> _Raw data_

★ ★ ★ ★

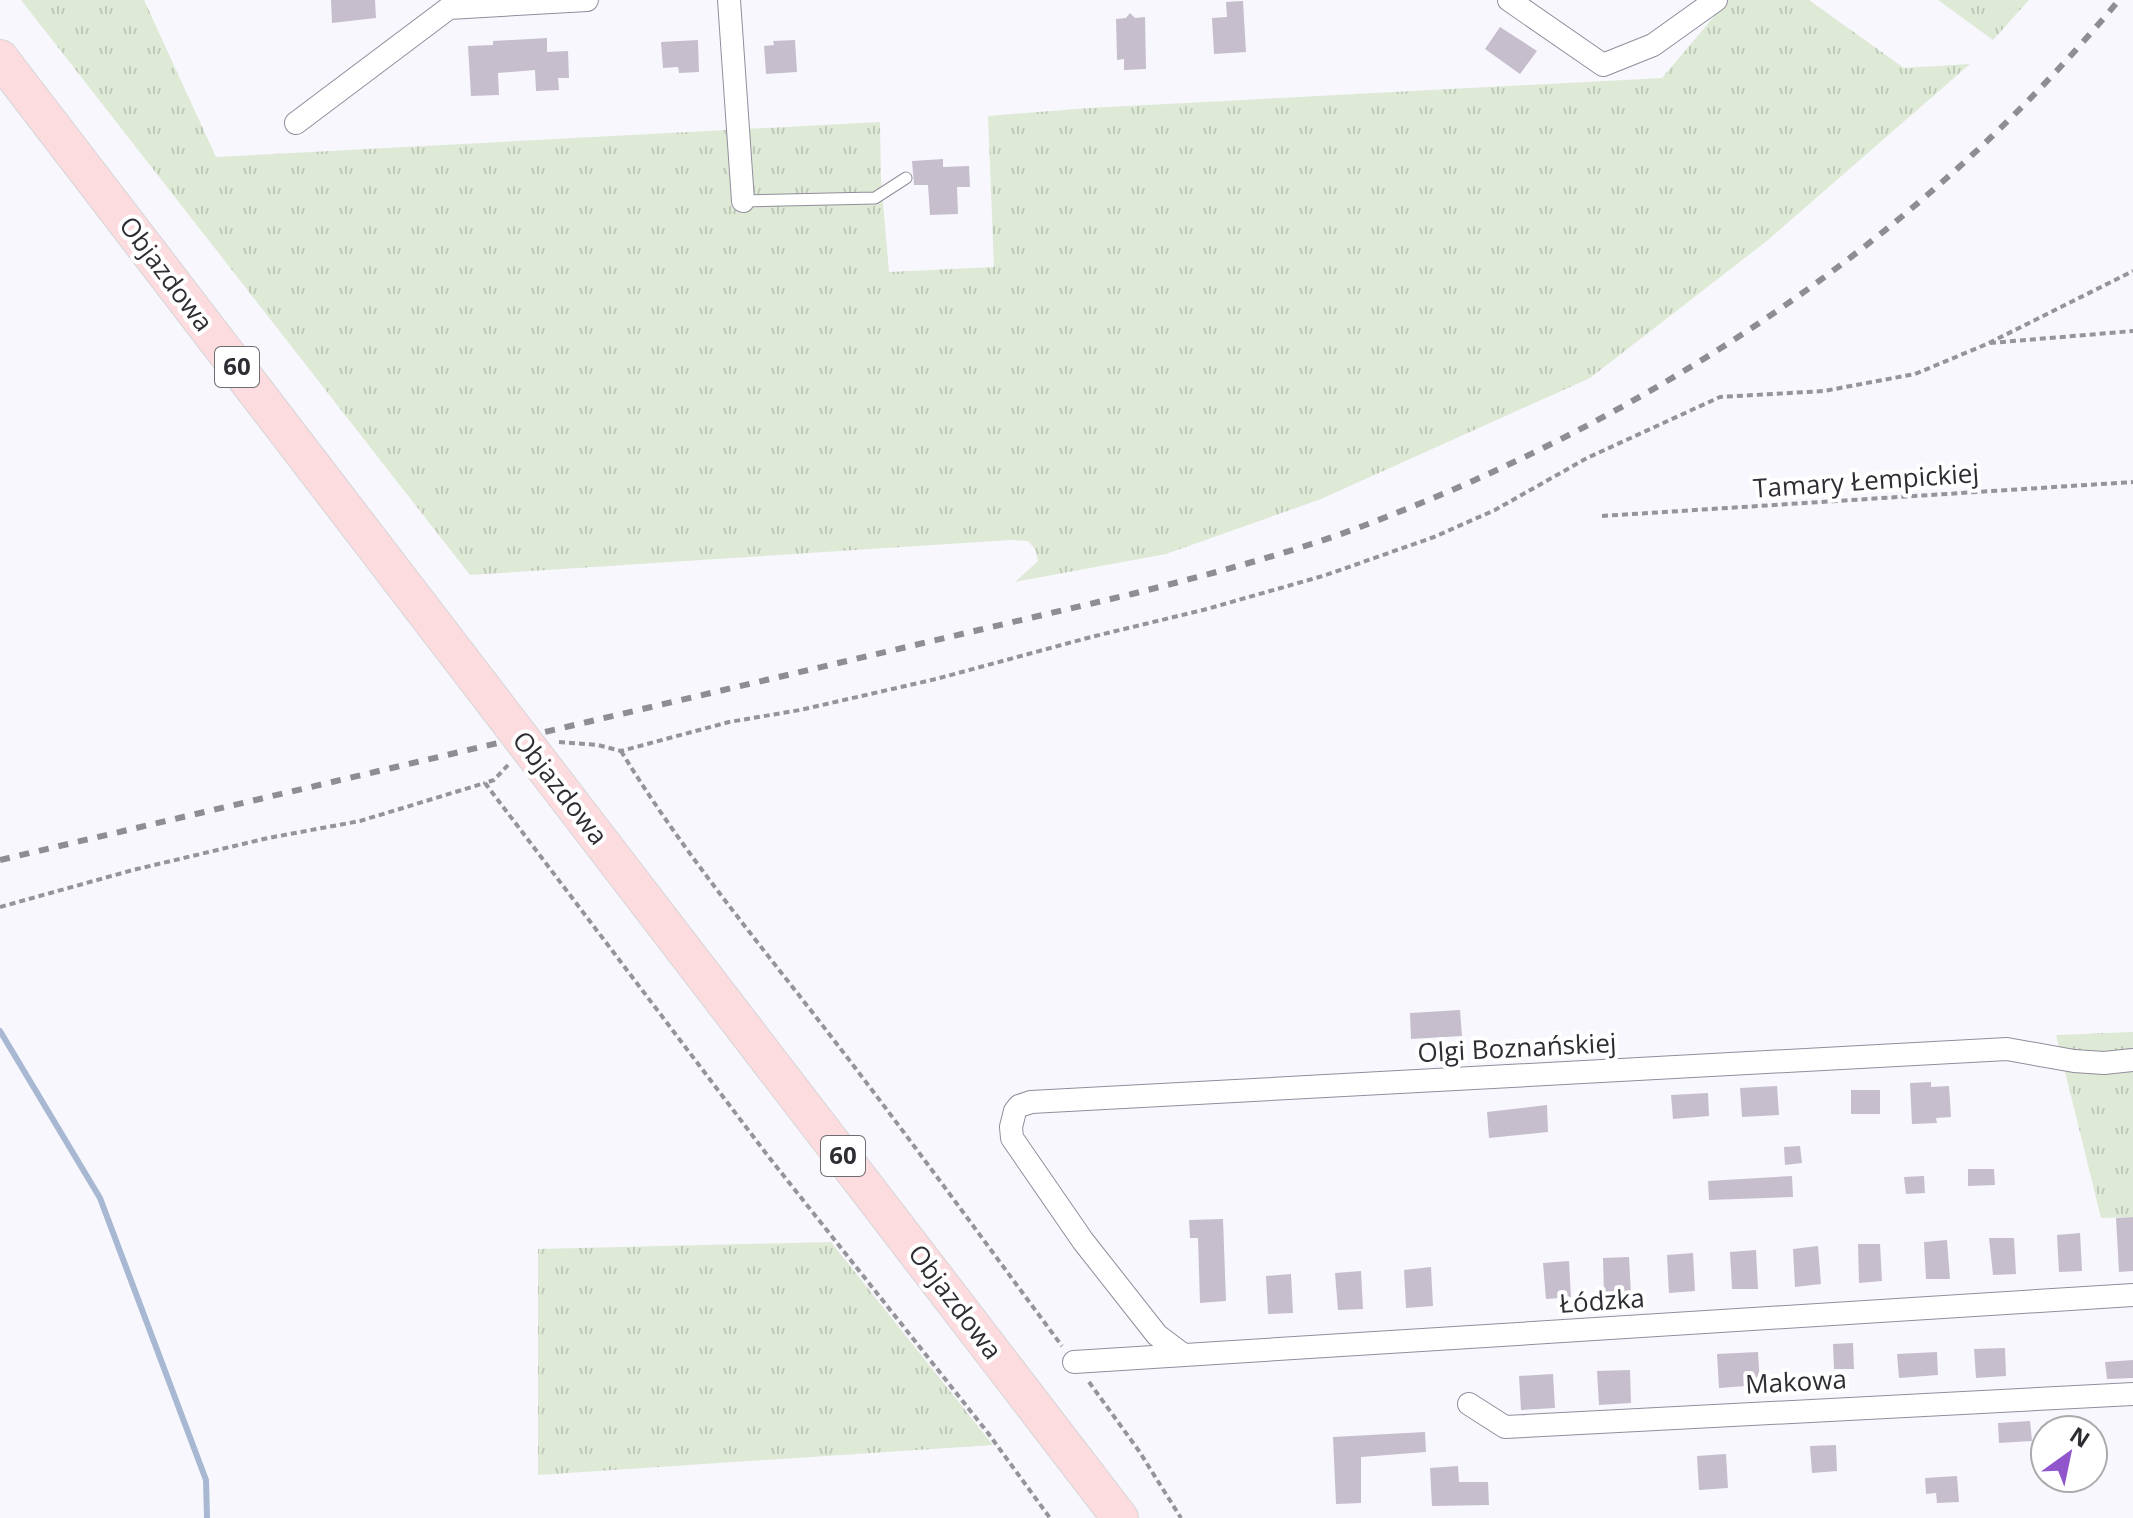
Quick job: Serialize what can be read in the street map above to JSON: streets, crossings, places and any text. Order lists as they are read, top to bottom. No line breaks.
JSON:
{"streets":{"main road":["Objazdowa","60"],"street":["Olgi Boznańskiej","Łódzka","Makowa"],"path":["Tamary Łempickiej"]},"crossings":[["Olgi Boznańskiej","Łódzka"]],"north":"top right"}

★ ★ ★ ★

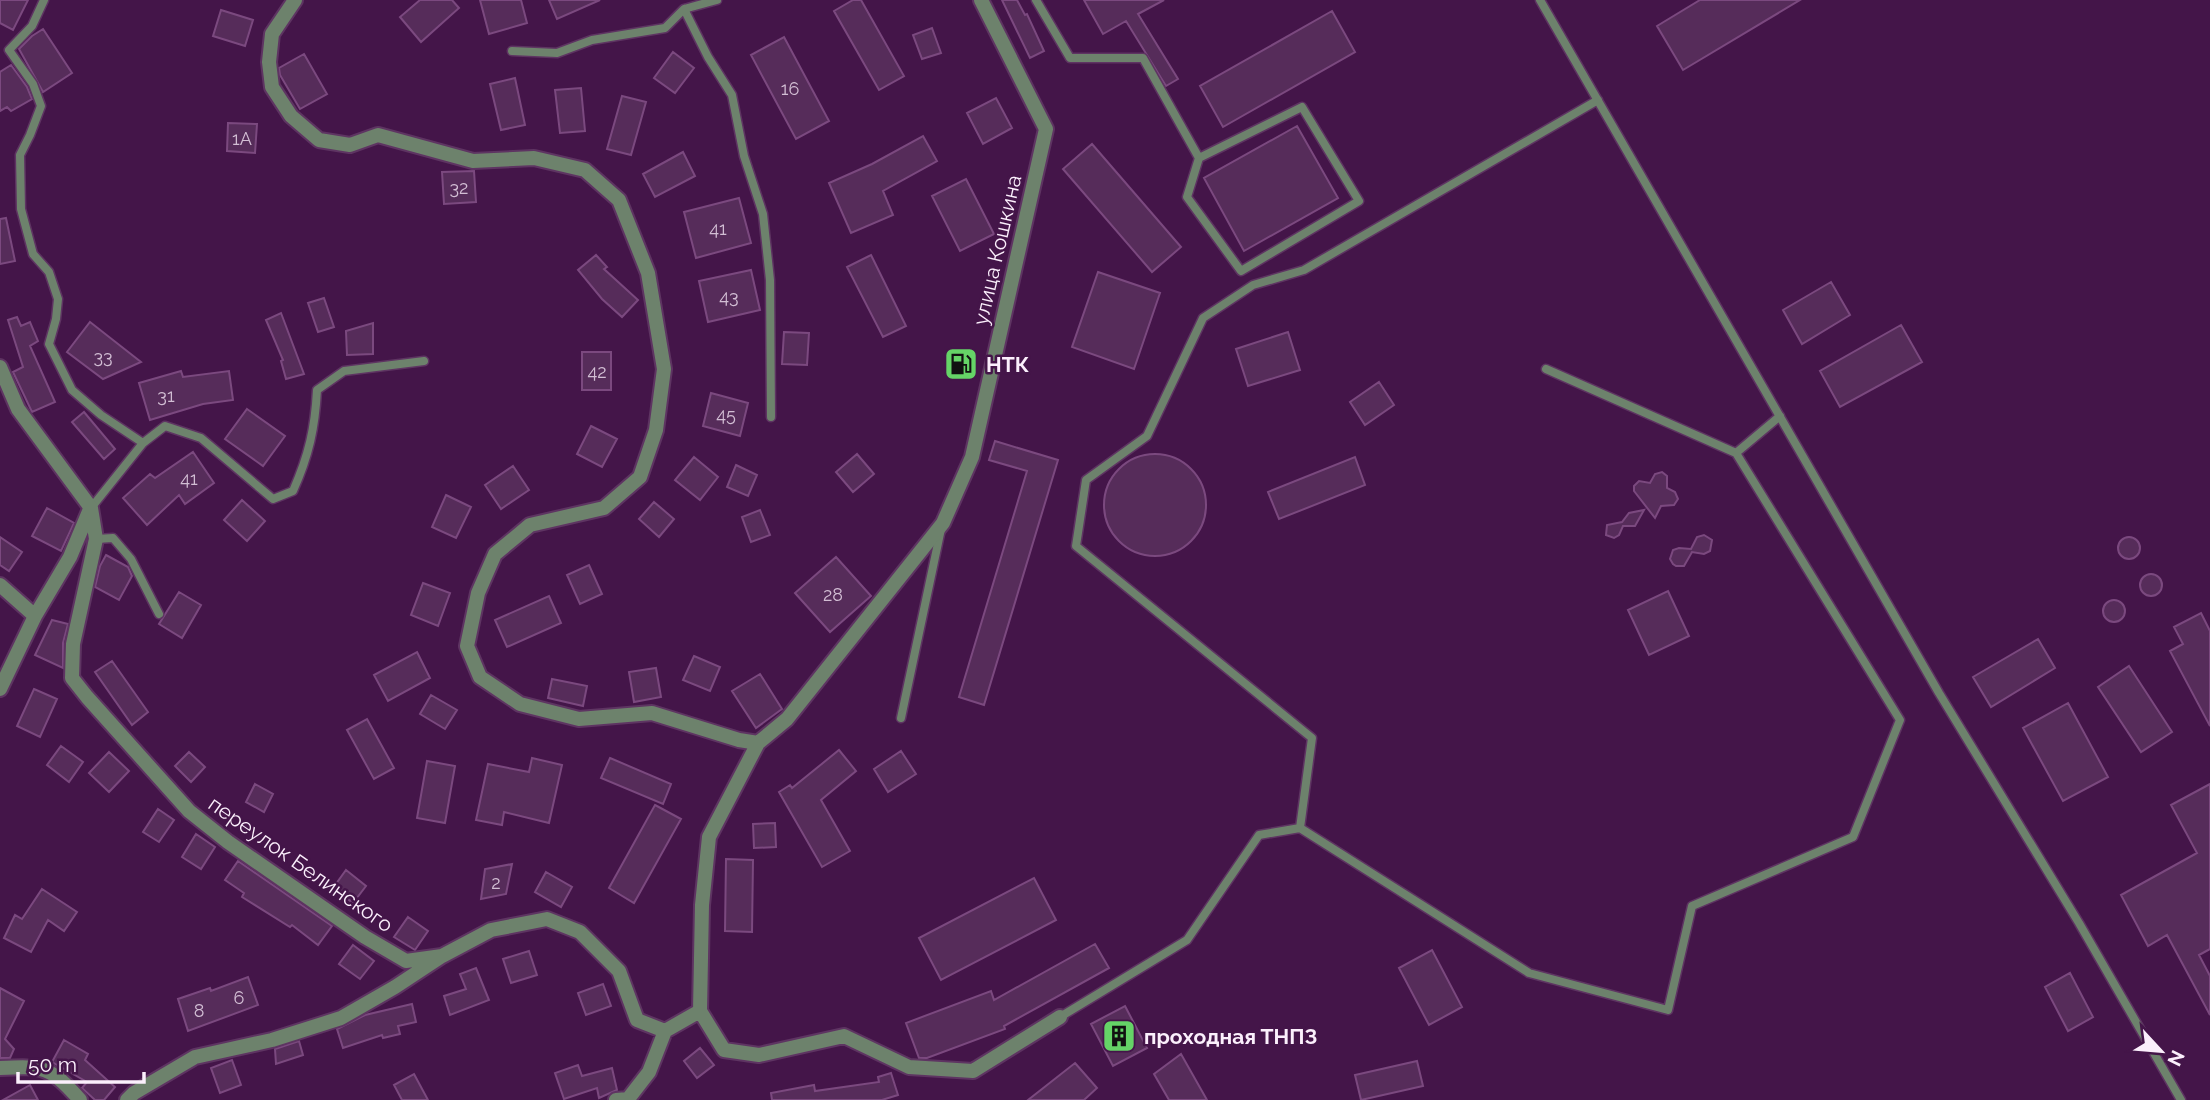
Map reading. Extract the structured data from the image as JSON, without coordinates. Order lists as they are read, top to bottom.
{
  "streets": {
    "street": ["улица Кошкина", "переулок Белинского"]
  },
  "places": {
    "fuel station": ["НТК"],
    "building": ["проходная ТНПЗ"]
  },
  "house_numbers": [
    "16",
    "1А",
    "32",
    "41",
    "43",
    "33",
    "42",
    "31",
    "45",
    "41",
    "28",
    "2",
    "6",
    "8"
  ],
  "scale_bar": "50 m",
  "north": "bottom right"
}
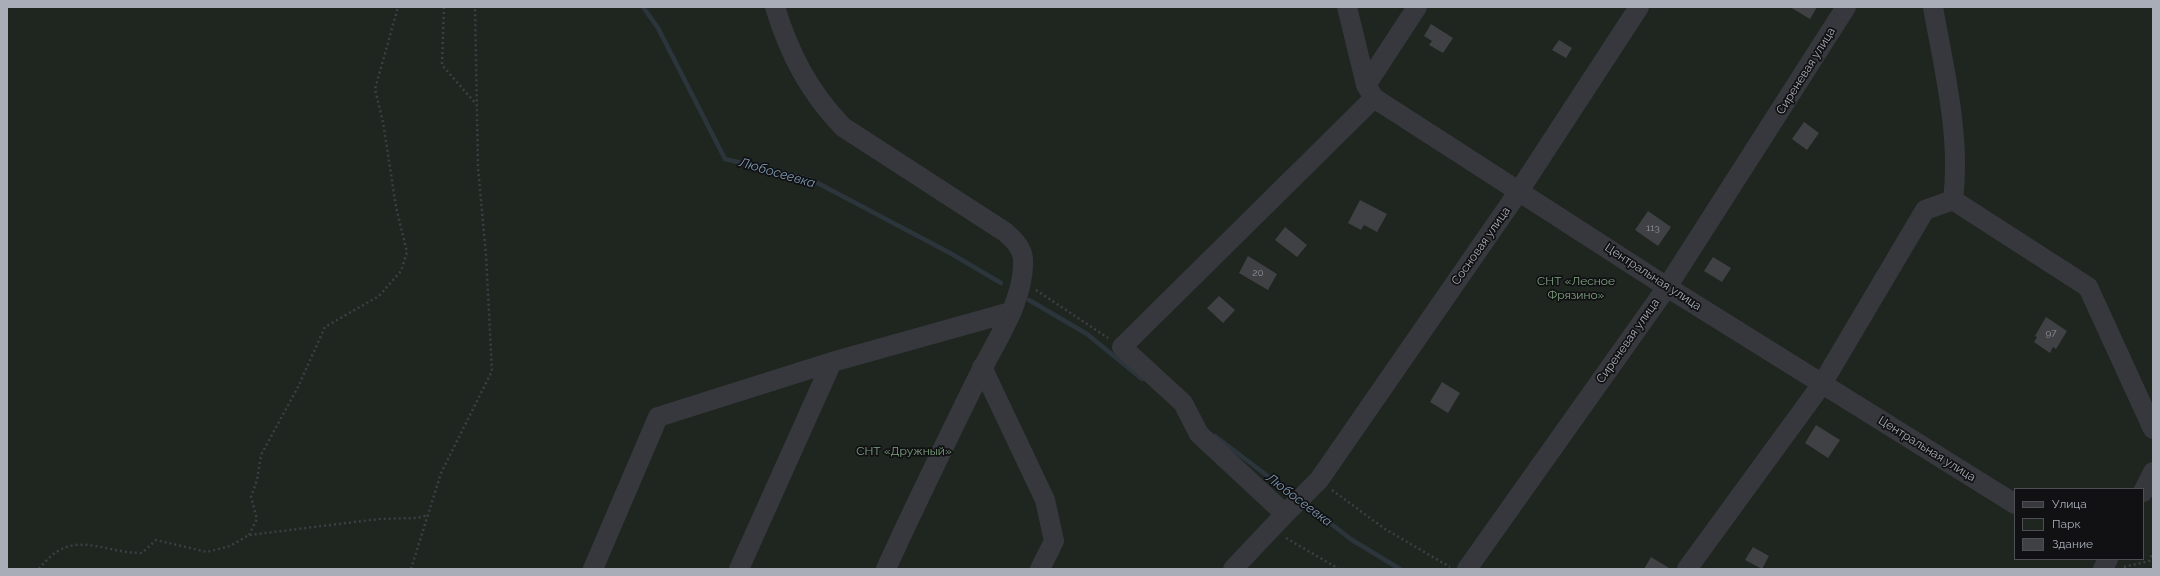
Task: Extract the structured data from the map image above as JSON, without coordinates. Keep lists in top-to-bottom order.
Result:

★ ★ ★ ★

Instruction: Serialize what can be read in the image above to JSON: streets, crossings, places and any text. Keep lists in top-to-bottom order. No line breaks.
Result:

★ ★ ★ ★

> _Instructions to follow_
Check every line above for the word "breaks" and copy those that have it.

> _Task response_
Quick job: Serialize what can be read in the street map above to JSON: streets, crossings, places and any text. Order lists as they are read, top to bottom. No line breaks.
Instruction: Serialize what can be read in the image above to JSON: streets, crossings, places and any text. Keep lists in top-to-bottom order. No line breaks.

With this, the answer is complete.